What com port (the I/O address) and IRQ did the port replicator get assigned?
Most DOS communication programs were limited to three or four standard ports. Usually, you could have any one of four different ports, called Com 1, Com 2, Com 3, and Com 4. The only difference between these was the I/O address used. The “standard” was that Com 1, 2, 3, and 4 used addresses x’03f8’, x’02f8’, x’03e8’, and x’02e8’ respectively.
In addition, each serial port needs a hardware interrupt. Again the standard, such as it was, let Com 1 and Com 3 both use IRQ 4, and Com 2 and Com 4 use IRQ 3. Notice that with this setup, you could not use Com 1 and 3 simultaneously, or Com 2 and Com 4.
Windows, on the other hand, can assign all kinds of addresses and IRQs to a serial port, and call that port Com 1, even though it doesn’t use the address and/or IRQ that DOS thinks of as Com 1.
So what may be happening is that windows has given your port replicator an address that your DOS program can find, but the IRQ is funny. Short transfers may work, or X-ON/X-OFF handshaking may work, but when the port tries to signal the processor via the IRQ, the DOS program doesn’t read it correctly and the connection fails.
Also, the device you added may not actually be a fully functional serial port. Windows may be emulating a serial port. So if you boot to DOS this emulation is not active, and the device no longer responds as a true hardware serial port does.
So, check the documentation that came with the serial port and see if it specifically says that it works with DOS, or if it has a DOS device driver that needs to be loaded when booting to DOS. And keep in mind that a DOS driver may use or support different configurations that the windows drivers.

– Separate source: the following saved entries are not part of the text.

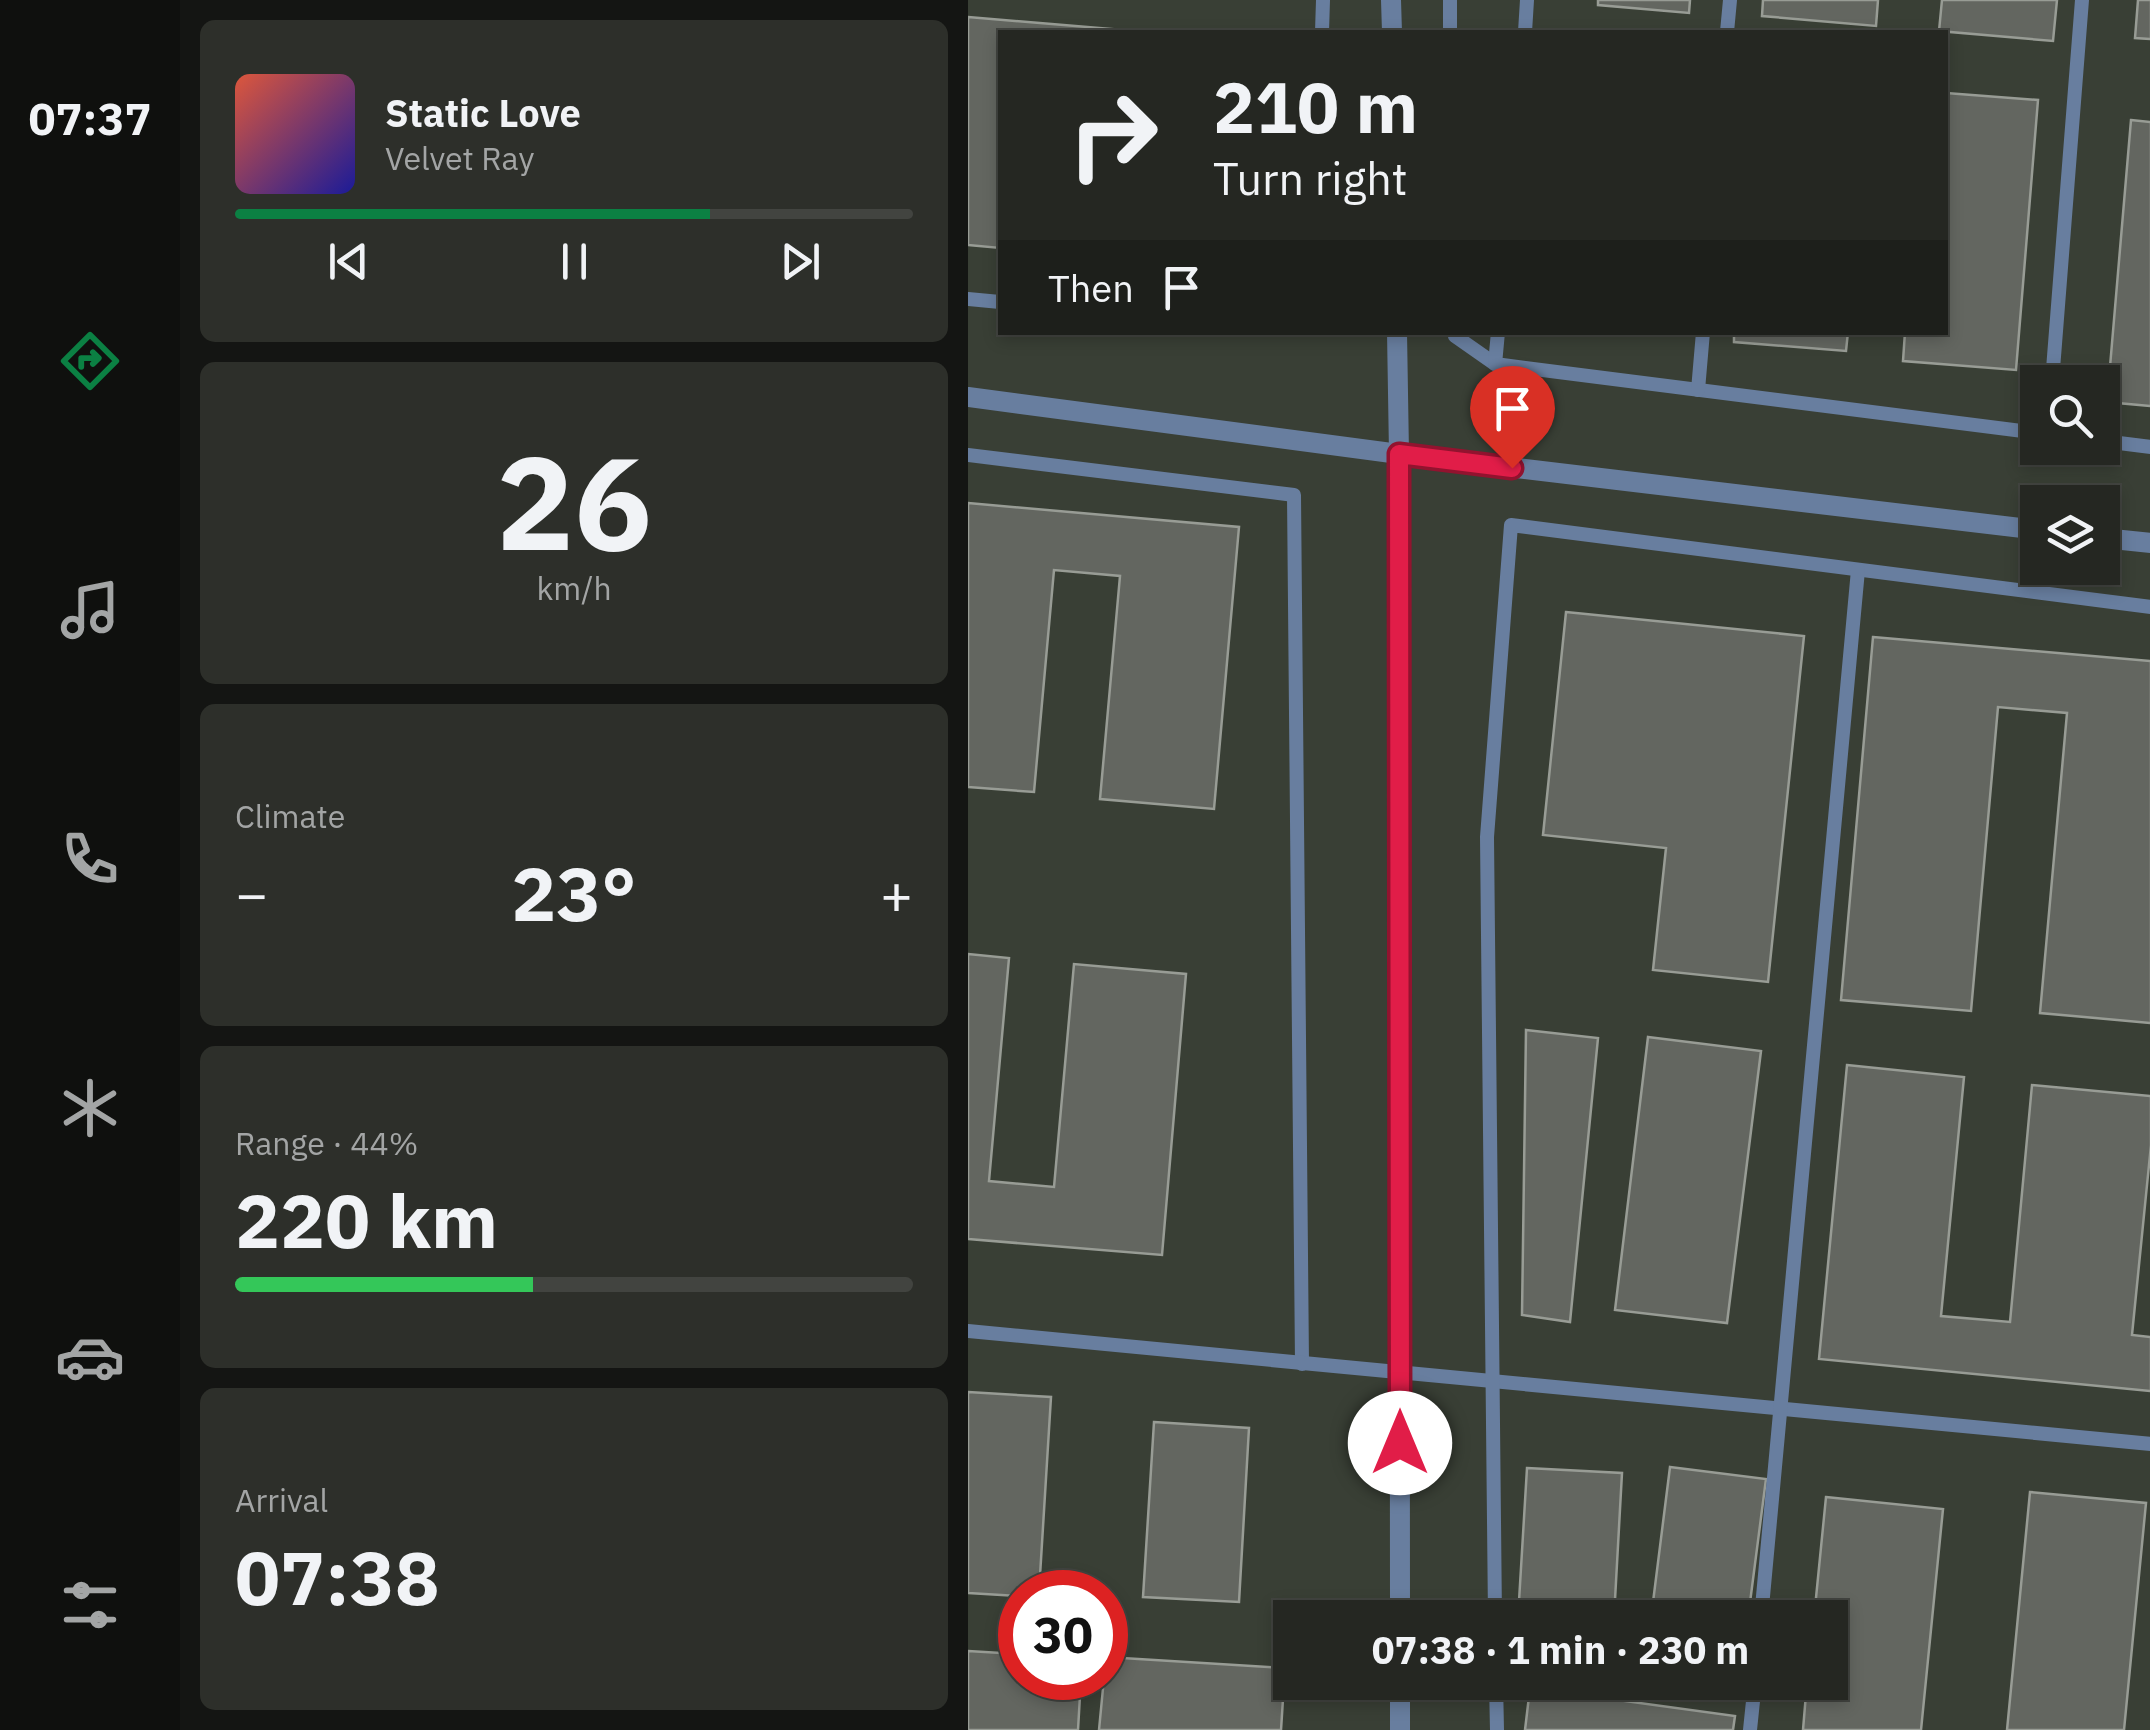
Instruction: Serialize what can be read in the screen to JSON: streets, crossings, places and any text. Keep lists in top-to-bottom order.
{
  "page": {
    "tabs": "07:37",
    "turn": ["210 m", "Turn right"],
    "song": ["Static Love", "Velvet Ray"],
    "then": "Then",
    "tile": [
      ["26", "km/h"],
      "Climate",
      ["Range · 44%", "220 km"],
      ["Arrival", "07:38"]
    ],
    "heat": ["−", "23°", "+"],
    "limit": "30",
    "trip": "07:38 · 1 min · 230 m"
  }
}
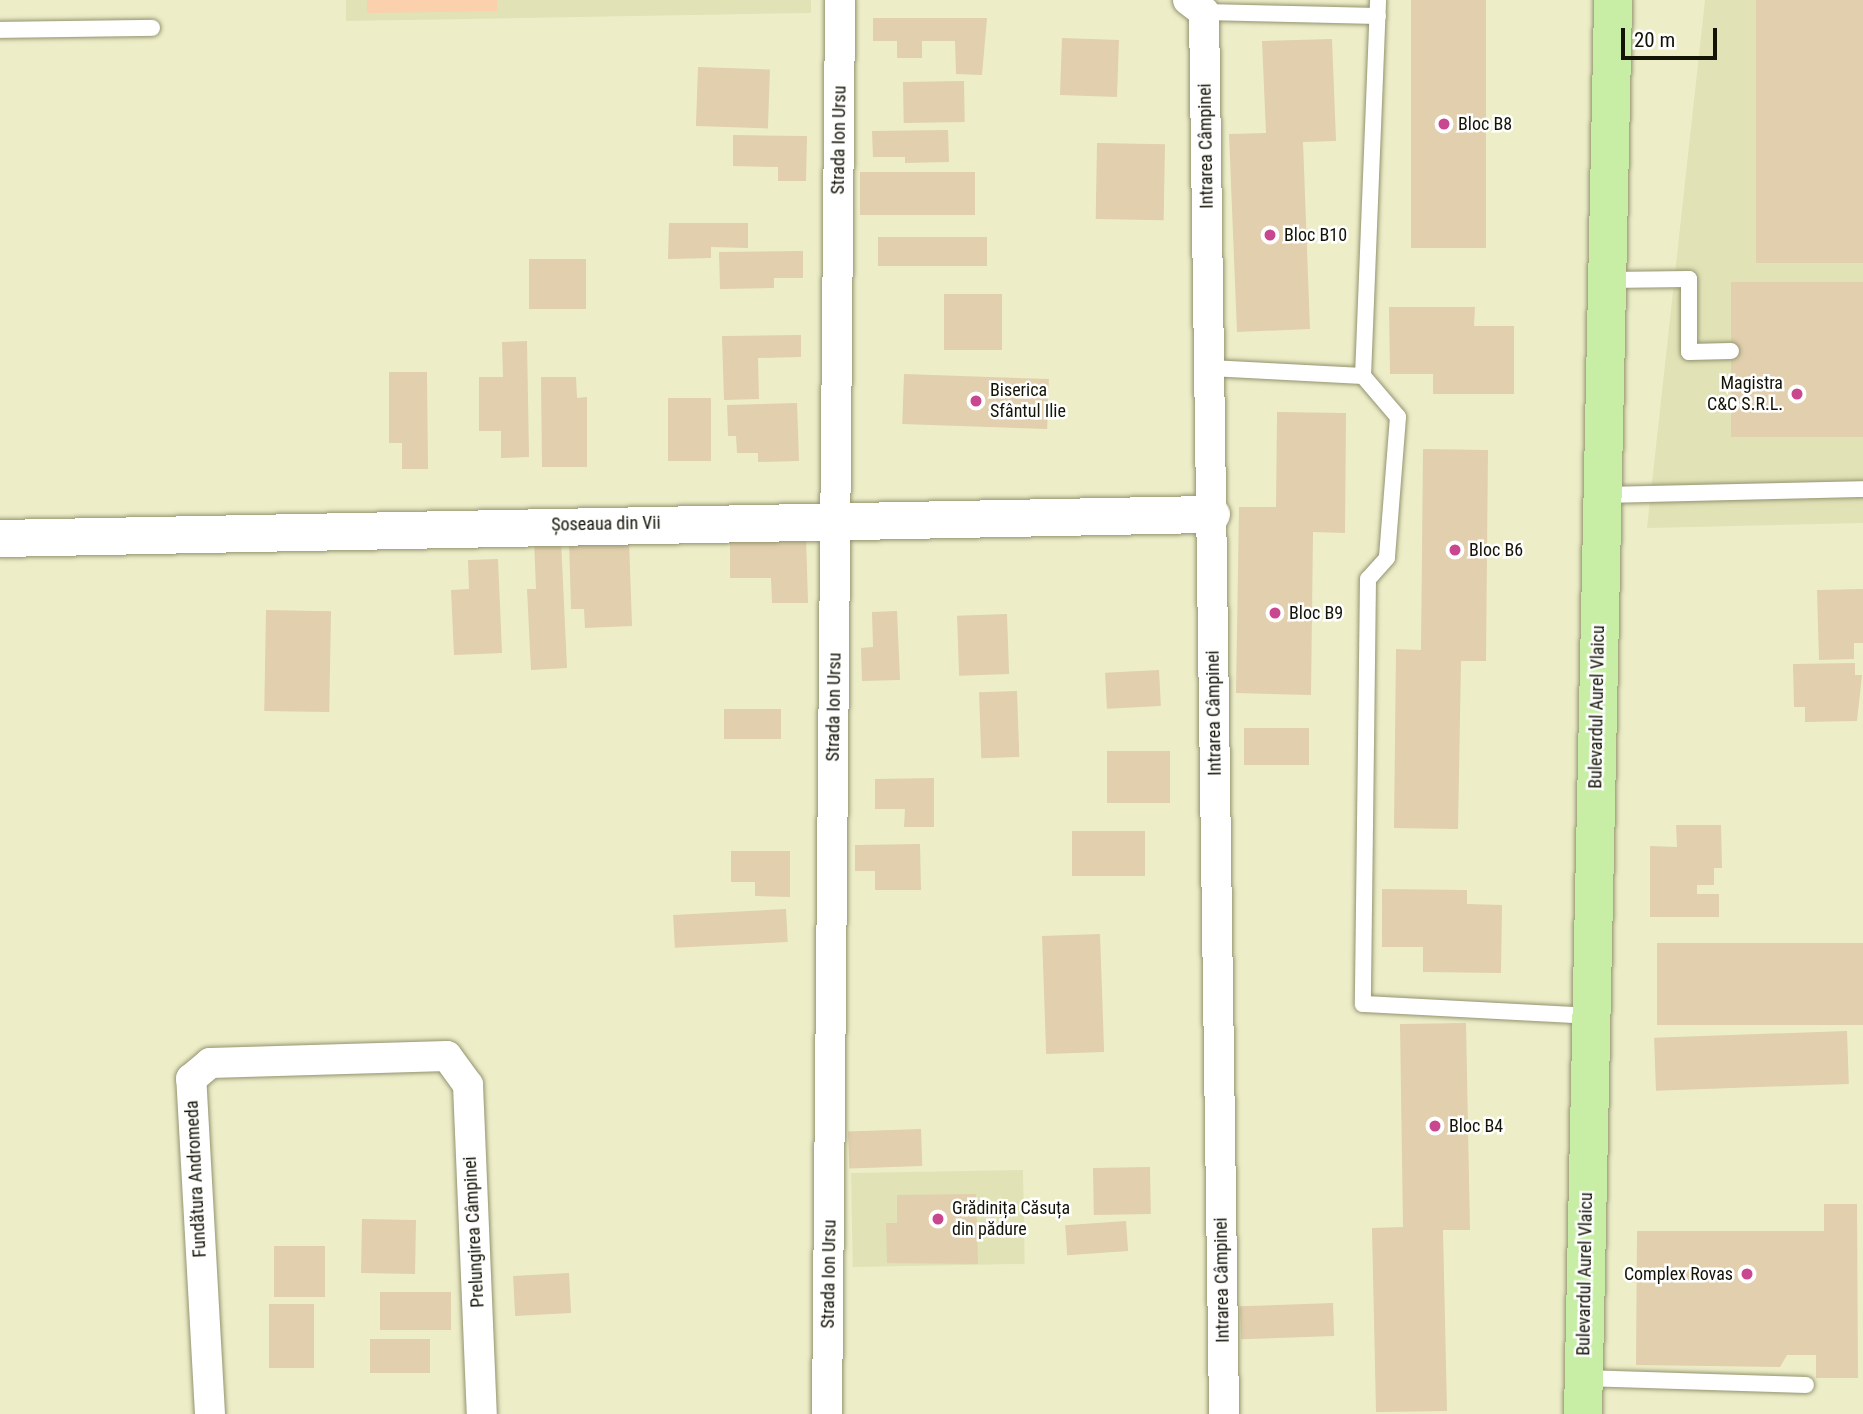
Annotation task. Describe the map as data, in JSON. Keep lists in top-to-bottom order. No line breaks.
{"streets":{"main road":["Bulevardul Aurel Vlaicu"],"street":["Strada Ion Ursu","Intrarea Câmpinei","Șoseaua din Vii","Fundătura Andromeda","Prelungirea Câmpinei"]},"crossings":[["Strada Ion Ursu","Șoseaua din Vii"],["Intrarea Câmpinei","Șoseaua din Vii"],["Fundătura Andromeda","Prelungirea Câmpinei"]],"places":["Bloc B8","Bloc B10","Magistra C&C S.R.L.","Biserica Sfântul Ilie","Bloc B6","Bloc B9","Bloc B4","Grădinița Căsuța din pădure","Complex Rovas"],"scale_bar":"20 m"}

If it is supposed to work with DOS, then go into the Device Manager in Windows and see what resources the device is configured to use. Then check your DOS communication program and make sure it is set to use the same address and IRQ as the device is using. If it is using an address or IRQ that your DOS comm program can’t be set for (like IRQ 11, for example), you’ll need to try to change the settings in the Device Manager to ones that your DOS program can use. If you can’t change them, you may be out of luck.
If the device needs a DOS device driver to load, make sure that gets loaded, and check the configuration it uses, and then make sure your DOS comm program is set for those settings.
If neither of those is true, you may not be able to use that device from DOS. In that case, you’d need to return it and get a different one that is “legacy” compatible.